• **WHAT NEEDS TO BE DONE**
What is wanted is the full listing, word for word, without its pictures.

• **DATA UNDER STUDY**
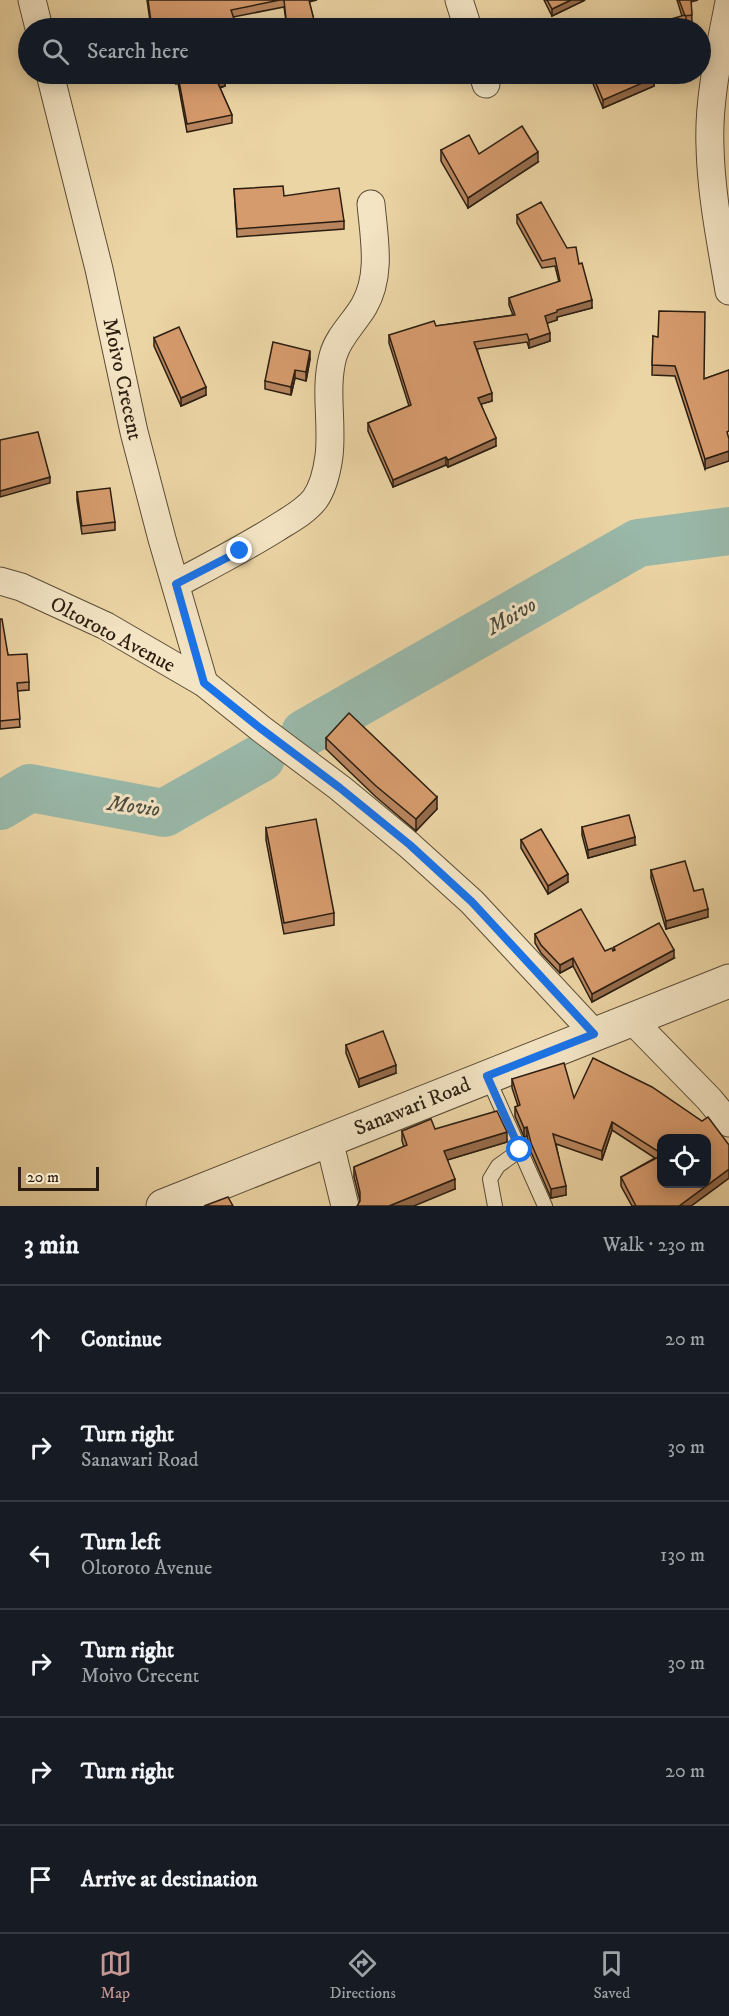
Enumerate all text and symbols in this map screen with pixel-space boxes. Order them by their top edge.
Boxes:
search box [18,18,711,84]
icon: search [39,35,72,68]
text: Search here [87,38,189,65]
street label: Moivo Crecent [96,316,148,443]
route end [226,537,252,563]
street label: Oltoroto Avenue [46,591,180,679]
water label: Moivo [480,591,541,642]
water label: Movio [104,790,162,823]
street label: Sanawari Road [350,1072,475,1142]
map controls [657,1134,711,1188]
button: locate [657,1134,711,1188]
route start [506,1136,532,1162]
scale bar [18,1164,99,1192]
text: 20 m [27,1167,59,1187]
text: 3 min [24,1229,79,1262]
text: Walk · 230 m [603,1233,705,1258]
icon: ahead [24,1323,57,1356]
text: Continue [81,1326,162,1353]
text: 20 m [665,1327,705,1352]
text: Turn right [81,1421,174,1448]
icon: right [24,1431,57,1464]
text: 30 m [667,1435,705,1460]
text: Sanawari Road [81,1448,198,1473]
text: Turn left [81,1529,161,1556]
icon: left [24,1539,57,1572]
text: 130 m [660,1543,705,1568]
text: Oltoroto Avenue [81,1556,212,1581]
text: Turn right [81,1637,174,1664]
icon: right [24,1647,57,1680]
text: 30 m [667,1651,705,1676]
text: Moivo Crecent [81,1664,199,1689]
icon: right [24,1755,57,1788]
text: Turn right [81,1758,174,1785]
text: 20 m [665,1759,705,1784]
icon: arrive [24,1863,57,1896]
text: Arrive at destination [81,1866,258,1893]
tab: Map [99,1947,132,2003]
tab: Directions [329,1947,396,2003]
tab: Saved [593,1947,630,2003]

• **TASK RESPONSE**
Enumerate all text and symbols in this map screen with pixel-space boxes. Order them by their top edge.
Boxes:
search box [18,18,711,84]
icon: search [39,35,72,68]
text: Search here [87,38,189,65]
street label: Moivo Crecent [96,316,148,443]
route end [226,537,252,563]
street label: Oltoroto Avenue [46,591,180,679]
water label: Moivo [480,591,541,642]
water label: Movio [104,790,162,823]
street label: Sanawari Road [350,1072,475,1142]
map controls [657,1134,711,1188]
button: locate [657,1134,711,1188]
route start [506,1136,532,1162]
scale bar [18,1164,99,1192]
text: 20 m [27,1167,59,1187]
text: 3 min [24,1229,79,1262]
text: Walk · 230 m [603,1233,705,1258]
icon: ahead [24,1323,57,1356]
text: Continue [81,1326,162,1353]
text: 20 m [665,1327,705,1352]
text: Turn right [81,1421,174,1448]
icon: right [24,1431,57,1464]
text: 30 m [667,1435,705,1460]
text: Sanawari Road [81,1448,198,1473]
text: Turn left [81,1529,161,1556]
icon: left [24,1539,57,1572]
text: 130 m [660,1543,705,1568]
text: Oltoroto Avenue [81,1556,212,1581]
text: Turn right [81,1637,174,1664]
icon: right [24,1647,57,1680]
text: 30 m [667,1651,705,1676]
text: Moivo Crecent [81,1664,199,1689]
icon: right [24,1755,57,1788]
text: Turn right [81,1758,174,1785]
text: 20 m [665,1759,705,1784]
icon: arrive [24,1863,57,1896]
text: Arrive at destination [81,1866,258,1893]
tab: Map [99,1947,132,2003]
tab: Directions [329,1947,396,2003]
tab: Saved [593,1947,630,2003]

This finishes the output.